### Aim of the exercise
Please retype all of the records below word for word, leaving out any pictures.

[Stored data entries]
BEGIN

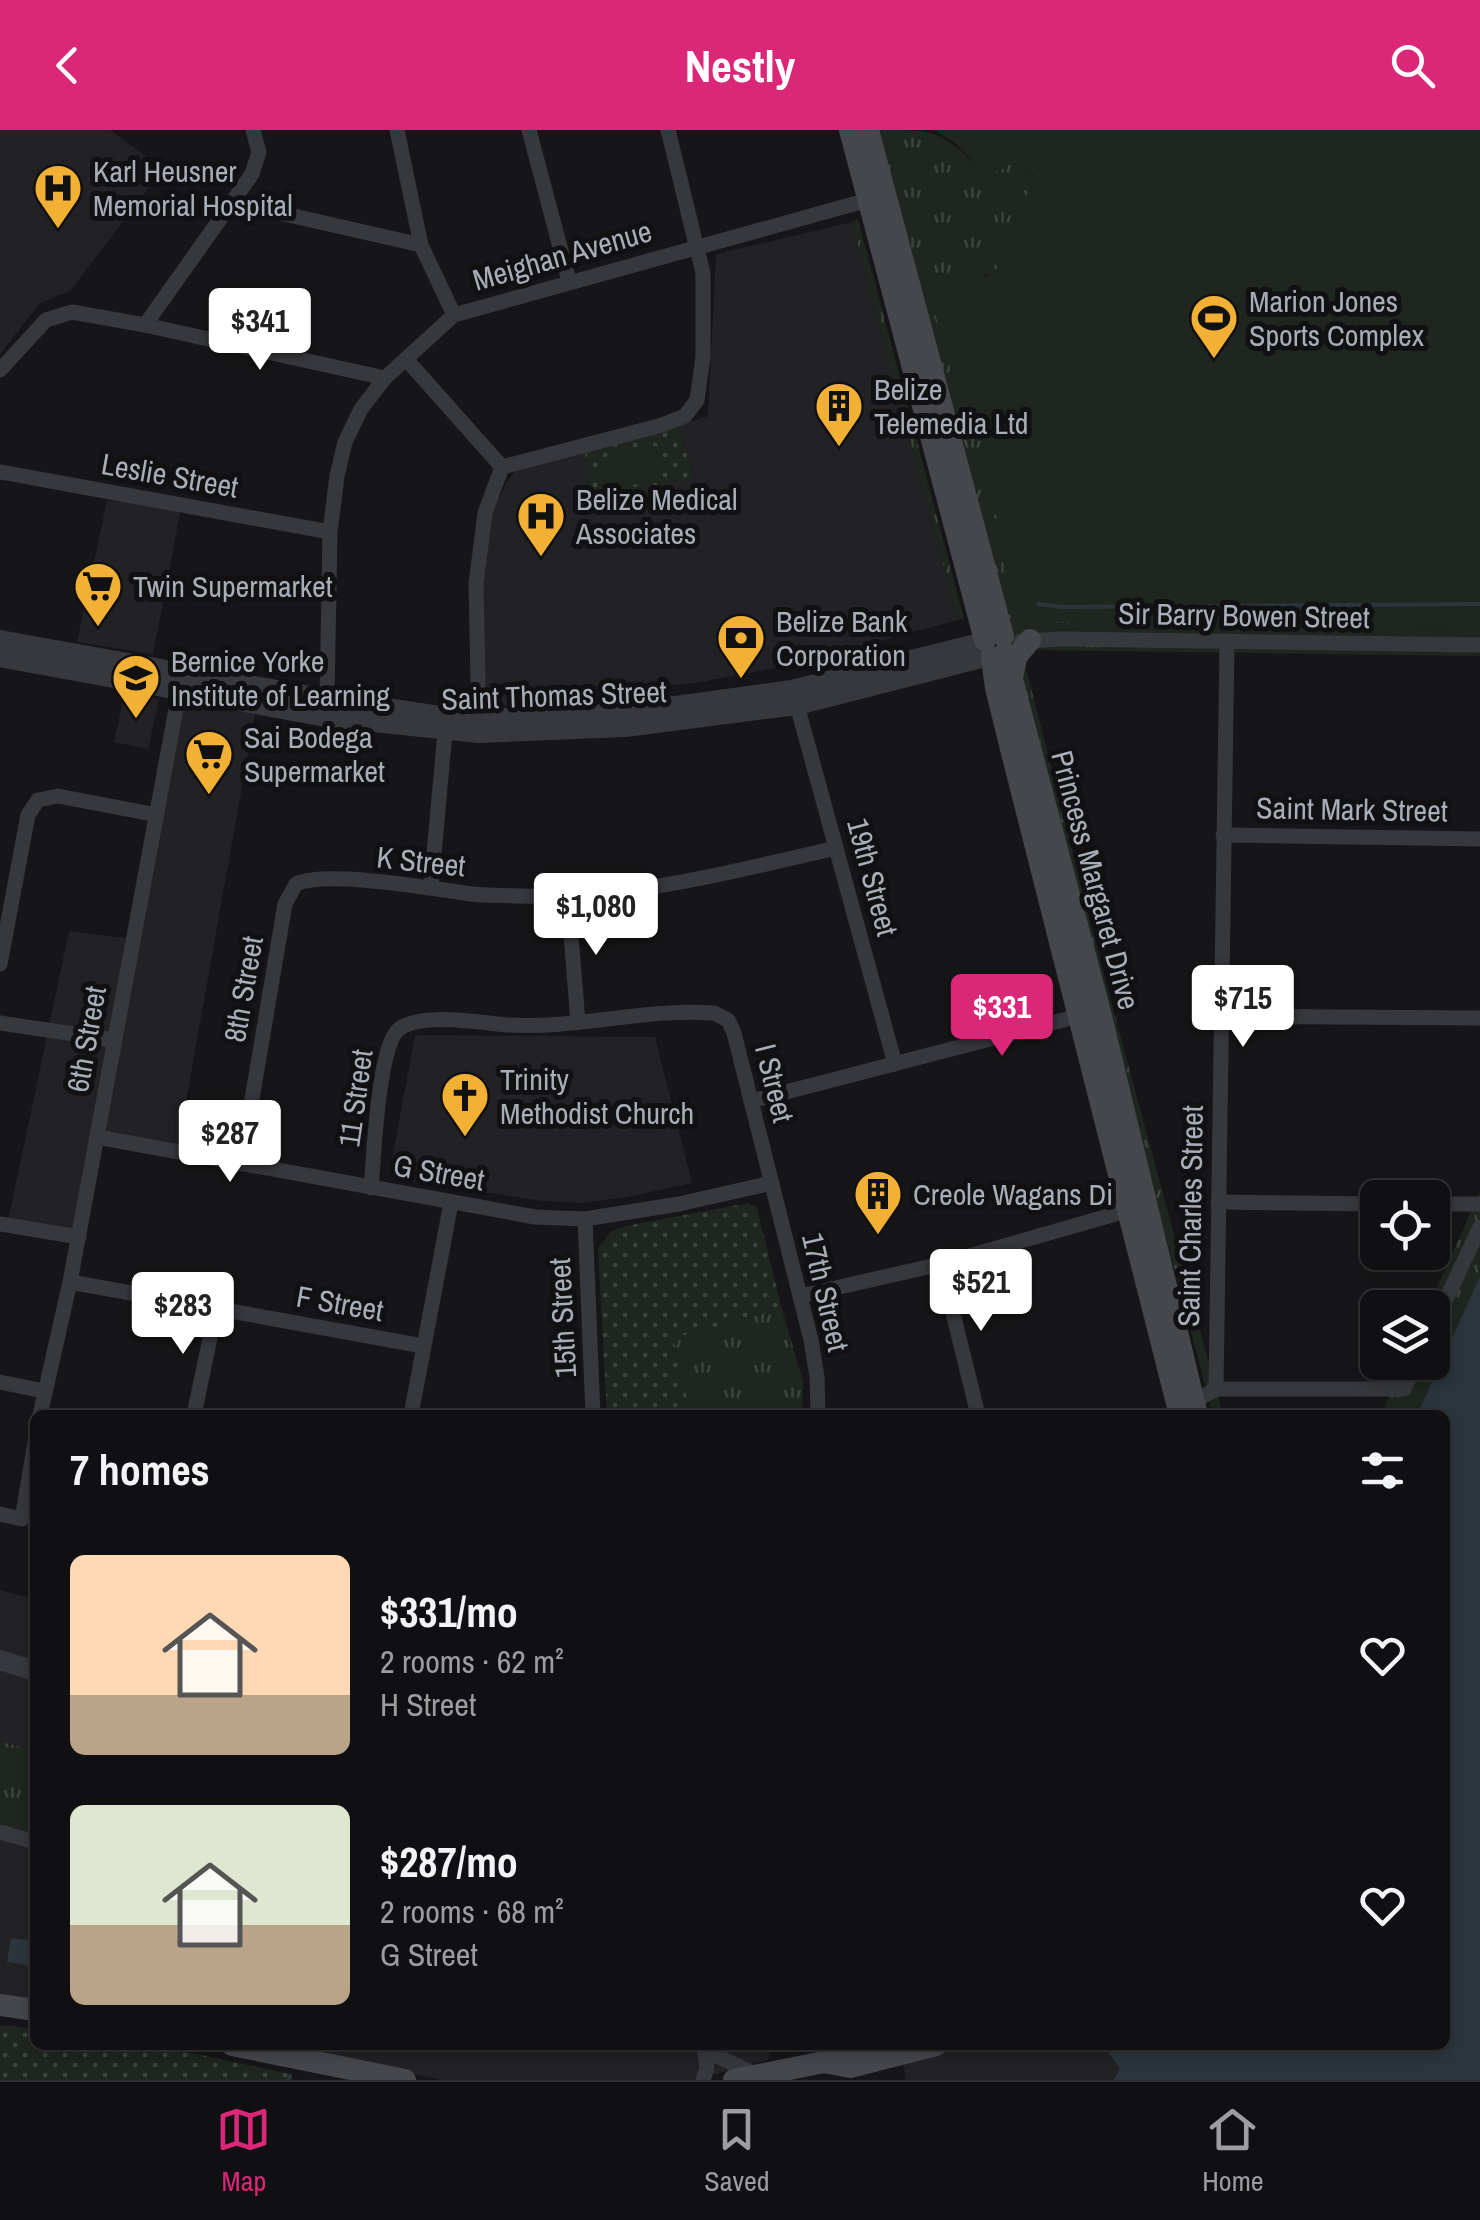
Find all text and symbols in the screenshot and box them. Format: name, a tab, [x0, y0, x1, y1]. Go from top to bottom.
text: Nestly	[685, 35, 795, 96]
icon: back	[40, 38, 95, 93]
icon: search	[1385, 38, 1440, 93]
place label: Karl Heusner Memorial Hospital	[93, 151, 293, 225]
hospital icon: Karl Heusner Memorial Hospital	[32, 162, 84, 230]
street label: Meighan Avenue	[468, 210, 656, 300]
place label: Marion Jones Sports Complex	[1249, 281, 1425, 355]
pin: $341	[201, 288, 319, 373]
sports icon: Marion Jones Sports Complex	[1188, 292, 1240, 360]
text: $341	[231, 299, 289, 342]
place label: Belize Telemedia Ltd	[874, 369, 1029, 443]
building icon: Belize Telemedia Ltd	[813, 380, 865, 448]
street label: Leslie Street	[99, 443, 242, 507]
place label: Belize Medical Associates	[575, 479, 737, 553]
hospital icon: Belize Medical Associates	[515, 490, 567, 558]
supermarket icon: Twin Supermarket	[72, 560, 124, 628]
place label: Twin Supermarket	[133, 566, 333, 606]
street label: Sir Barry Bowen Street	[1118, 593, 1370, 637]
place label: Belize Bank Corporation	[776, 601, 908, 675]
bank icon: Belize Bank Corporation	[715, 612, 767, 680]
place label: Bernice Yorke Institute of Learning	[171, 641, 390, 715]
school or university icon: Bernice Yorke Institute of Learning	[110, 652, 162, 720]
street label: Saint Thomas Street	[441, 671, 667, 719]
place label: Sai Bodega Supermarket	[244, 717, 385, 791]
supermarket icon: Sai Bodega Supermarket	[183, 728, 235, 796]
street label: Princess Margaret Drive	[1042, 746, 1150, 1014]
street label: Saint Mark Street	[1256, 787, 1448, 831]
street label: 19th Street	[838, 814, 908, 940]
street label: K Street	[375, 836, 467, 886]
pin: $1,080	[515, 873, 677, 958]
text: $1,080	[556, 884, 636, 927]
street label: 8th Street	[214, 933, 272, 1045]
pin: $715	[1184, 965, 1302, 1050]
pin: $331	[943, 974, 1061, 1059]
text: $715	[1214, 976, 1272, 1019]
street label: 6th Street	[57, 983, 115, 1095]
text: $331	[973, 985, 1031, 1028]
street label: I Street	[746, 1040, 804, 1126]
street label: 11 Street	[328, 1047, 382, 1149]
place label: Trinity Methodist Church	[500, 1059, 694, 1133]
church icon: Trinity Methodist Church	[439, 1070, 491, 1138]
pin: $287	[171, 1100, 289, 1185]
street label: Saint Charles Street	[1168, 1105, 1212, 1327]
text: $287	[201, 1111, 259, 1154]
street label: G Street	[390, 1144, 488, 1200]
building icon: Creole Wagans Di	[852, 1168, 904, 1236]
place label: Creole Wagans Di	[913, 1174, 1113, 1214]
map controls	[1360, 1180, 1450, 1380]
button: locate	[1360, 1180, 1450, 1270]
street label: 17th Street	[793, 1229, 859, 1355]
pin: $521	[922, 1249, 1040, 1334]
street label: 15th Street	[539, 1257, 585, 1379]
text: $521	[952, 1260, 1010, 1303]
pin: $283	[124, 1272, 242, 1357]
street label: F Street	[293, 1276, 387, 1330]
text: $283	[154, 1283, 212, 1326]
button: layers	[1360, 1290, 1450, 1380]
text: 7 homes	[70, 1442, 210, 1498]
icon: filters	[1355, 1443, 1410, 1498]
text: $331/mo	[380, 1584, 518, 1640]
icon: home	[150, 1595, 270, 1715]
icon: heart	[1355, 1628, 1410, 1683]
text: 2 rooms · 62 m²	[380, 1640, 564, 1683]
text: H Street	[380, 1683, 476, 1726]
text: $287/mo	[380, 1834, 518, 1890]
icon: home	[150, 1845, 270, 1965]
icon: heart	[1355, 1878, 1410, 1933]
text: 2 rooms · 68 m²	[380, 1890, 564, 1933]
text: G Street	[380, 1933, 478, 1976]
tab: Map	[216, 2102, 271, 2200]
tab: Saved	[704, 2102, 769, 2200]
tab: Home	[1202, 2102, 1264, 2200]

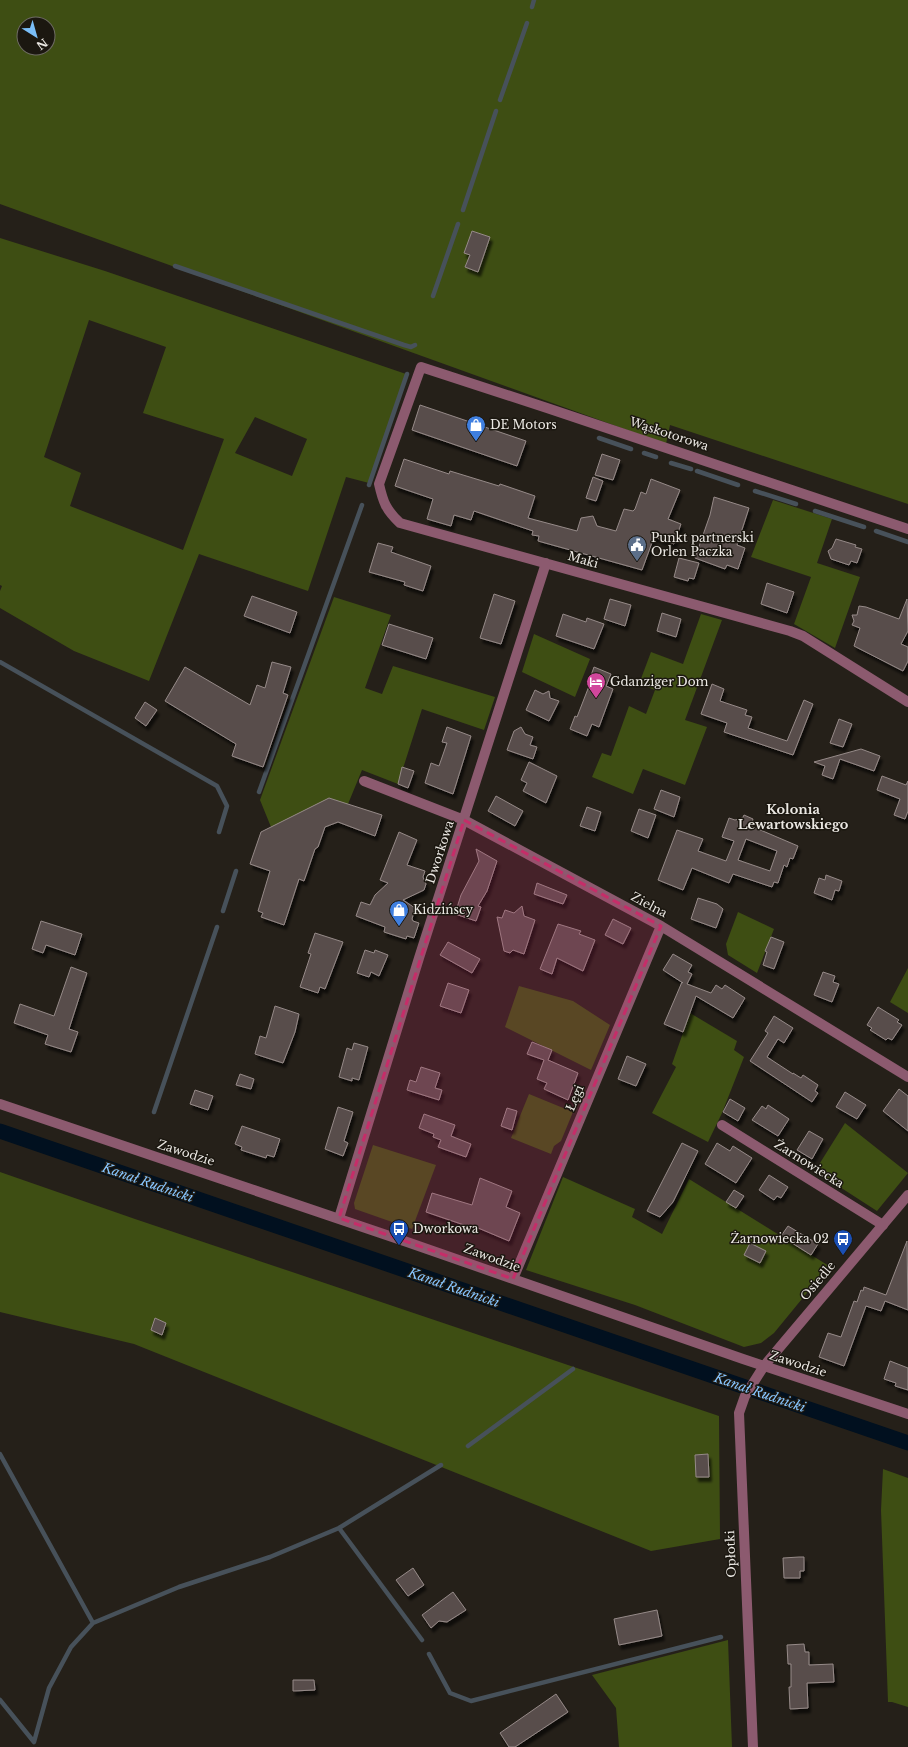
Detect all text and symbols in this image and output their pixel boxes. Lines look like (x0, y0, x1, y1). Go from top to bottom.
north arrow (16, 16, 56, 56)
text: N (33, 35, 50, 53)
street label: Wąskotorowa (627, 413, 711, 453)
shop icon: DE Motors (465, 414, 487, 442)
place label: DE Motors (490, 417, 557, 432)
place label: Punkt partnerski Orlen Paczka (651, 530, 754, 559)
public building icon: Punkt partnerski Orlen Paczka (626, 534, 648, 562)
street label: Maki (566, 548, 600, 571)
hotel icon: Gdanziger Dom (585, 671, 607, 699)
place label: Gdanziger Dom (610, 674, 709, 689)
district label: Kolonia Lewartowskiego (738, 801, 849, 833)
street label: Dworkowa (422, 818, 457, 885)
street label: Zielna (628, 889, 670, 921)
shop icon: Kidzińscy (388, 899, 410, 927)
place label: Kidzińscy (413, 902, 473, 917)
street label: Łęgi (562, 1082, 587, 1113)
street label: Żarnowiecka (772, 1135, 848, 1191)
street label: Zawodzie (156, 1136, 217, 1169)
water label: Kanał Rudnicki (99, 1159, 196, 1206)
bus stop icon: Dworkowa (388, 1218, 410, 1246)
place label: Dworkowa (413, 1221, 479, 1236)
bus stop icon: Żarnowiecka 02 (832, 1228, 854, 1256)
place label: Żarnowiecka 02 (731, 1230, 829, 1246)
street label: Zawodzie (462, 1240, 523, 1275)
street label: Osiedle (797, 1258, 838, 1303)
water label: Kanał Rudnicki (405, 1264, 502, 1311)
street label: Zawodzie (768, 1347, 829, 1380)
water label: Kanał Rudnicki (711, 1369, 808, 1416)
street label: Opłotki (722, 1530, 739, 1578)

END

### Task result
Find all text and symbols in the screenshot and box them. Format: name, a tab, [x0, y0, x1, y1]. Go from top to bottom.
text: Nestly	[685, 35, 795, 96]
icon: back	[40, 38, 95, 93]
icon: search	[1385, 38, 1440, 93]
place label: Karl Heusner Memorial Hospital	[93, 151, 293, 225]
hospital icon: Karl Heusner Memorial Hospital	[32, 162, 84, 230]
street label: Meighan Avenue	[468, 210, 656, 300]
place label: Marion Jones Sports Complex	[1249, 281, 1425, 355]
pin: $341	[201, 288, 319, 373]
sports icon: Marion Jones Sports Complex	[1188, 292, 1240, 360]
text: $341	[231, 299, 289, 342]
place label: Belize Telemedia Ltd	[874, 369, 1029, 443]
building icon: Belize Telemedia Ltd	[813, 380, 865, 448]
street label: Leslie Street	[99, 443, 242, 507]
place label: Belize Medical Associates	[575, 479, 737, 553]
hospital icon: Belize Medical Associates	[515, 490, 567, 558]
supermarket icon: Twin Supermarket	[72, 560, 124, 628]
place label: Twin Supermarket	[133, 566, 333, 606]
street label: Sir Barry Bowen Street	[1118, 593, 1370, 637]
place label: Belize Bank Corporation	[776, 601, 908, 675]
bank icon: Belize Bank Corporation	[715, 612, 767, 680]
place label: Bernice Yorke Institute of Learning	[171, 641, 390, 715]
school or university icon: Bernice Yorke Institute of Learning	[110, 652, 162, 720]
street label: Saint Thomas Street	[441, 671, 667, 719]
place label: Sai Bodega Supermarket	[244, 717, 385, 791]
supermarket icon: Sai Bodega Supermarket	[183, 728, 235, 796]
street label: Princess Margaret Drive	[1042, 746, 1150, 1014]
street label: Saint Mark Street	[1256, 787, 1448, 831]
street label: 19th Street	[838, 814, 908, 940]
street label: K Street	[375, 836, 467, 886]
pin: $1,080	[515, 873, 677, 958]
text: $1,080	[556, 884, 636, 927]
street label: 8th Street	[214, 933, 272, 1045]
pin: $715	[1184, 965, 1302, 1050]
pin: $331	[943, 974, 1061, 1059]
text: $715	[1214, 976, 1272, 1019]
street label: 6th Street	[57, 983, 115, 1095]
text: $331	[973, 985, 1031, 1028]
street label: I Street	[746, 1040, 804, 1126]
street label: 11 Street	[328, 1047, 382, 1149]
place label: Trinity Methodist Church	[500, 1059, 694, 1133]
church icon: Trinity Methodist Church	[439, 1070, 491, 1138]
pin: $287	[171, 1100, 289, 1185]
street label: Saint Charles Street	[1168, 1105, 1212, 1327]
text: $287	[201, 1111, 259, 1154]
street label: G Street	[390, 1144, 488, 1200]
building icon: Creole Wagans Di	[852, 1168, 904, 1236]
place label: Creole Wagans Di	[913, 1174, 1113, 1214]
map controls	[1360, 1180, 1450, 1380]
button: locate	[1360, 1180, 1450, 1270]
street label: 17th Street	[793, 1229, 859, 1355]
pin: $521	[922, 1249, 1040, 1334]
street label: 15th Street	[539, 1257, 585, 1379]
text: $521	[952, 1260, 1010, 1303]
pin: $283	[124, 1272, 242, 1357]
street label: F Street	[293, 1276, 387, 1330]
text: $283	[154, 1283, 212, 1326]
button: layers	[1360, 1290, 1450, 1380]
text: 7 homes	[70, 1442, 210, 1498]
icon: filters	[1355, 1443, 1410, 1498]
text: $331/mo	[380, 1584, 518, 1640]
icon: home	[150, 1595, 270, 1715]
icon: heart	[1355, 1628, 1410, 1683]
text: 2 rooms · 62 m²	[380, 1640, 564, 1683]
text: H Street	[380, 1683, 476, 1726]
text: $287/mo	[380, 1834, 518, 1890]
icon: home	[150, 1845, 270, 1965]
icon: heart	[1355, 1878, 1410, 1933]
text: 2 rooms · 68 m²	[380, 1890, 564, 1933]
text: G Street	[380, 1933, 478, 1976]
tab: Map	[216, 2102, 271, 2200]
tab: Saved	[704, 2102, 769, 2200]
tab: Home	[1202, 2102, 1264, 2200]

Detect all text and symbols in this image and output their pixel boxes. Lines look like (x0, y0, x1, y1). Go from top to bottom.
north arrow (16, 16, 56, 56)
text: N (33, 35, 50, 53)
street label: Wąskotorowa (627, 413, 711, 453)
shop icon: DE Motors (465, 414, 487, 442)
place label: DE Motors (490, 417, 557, 432)
place label: Punkt partnerski Orlen Paczka (651, 530, 754, 559)
public building icon: Punkt partnerski Orlen Paczka (626, 534, 648, 562)
street label: Maki (566, 548, 600, 571)
hotel icon: Gdanziger Dom (585, 671, 607, 699)
place label: Gdanziger Dom (610, 674, 709, 689)
district label: Kolonia Lewartowskiego (738, 801, 849, 833)
street label: Dworkowa (422, 818, 457, 885)
street label: Zielna (628, 889, 670, 921)
shop icon: Kidzińscy (388, 899, 410, 927)
place label: Kidzińscy (413, 902, 473, 917)
street label: Łęgi (562, 1082, 587, 1113)
street label: Żarnowiecka (772, 1135, 848, 1191)
street label: Zawodzie (156, 1136, 217, 1169)
water label: Kanał Rudnicki (99, 1159, 196, 1206)
bus stop icon: Dworkowa (388, 1218, 410, 1246)
place label: Dworkowa (413, 1221, 479, 1236)
bus stop icon: Żarnowiecka 02 (832, 1228, 854, 1256)
place label: Żarnowiecka 02 (731, 1230, 829, 1246)
street label: Zawodzie (462, 1240, 523, 1275)
street label: Osiedle (797, 1258, 838, 1303)
water label: Kanał Rudnicki (405, 1264, 502, 1311)
street label: Zawodzie (768, 1347, 829, 1380)
water label: Kanał Rudnicki (711, 1369, 808, 1416)
street label: Opłotki (722, 1530, 739, 1578)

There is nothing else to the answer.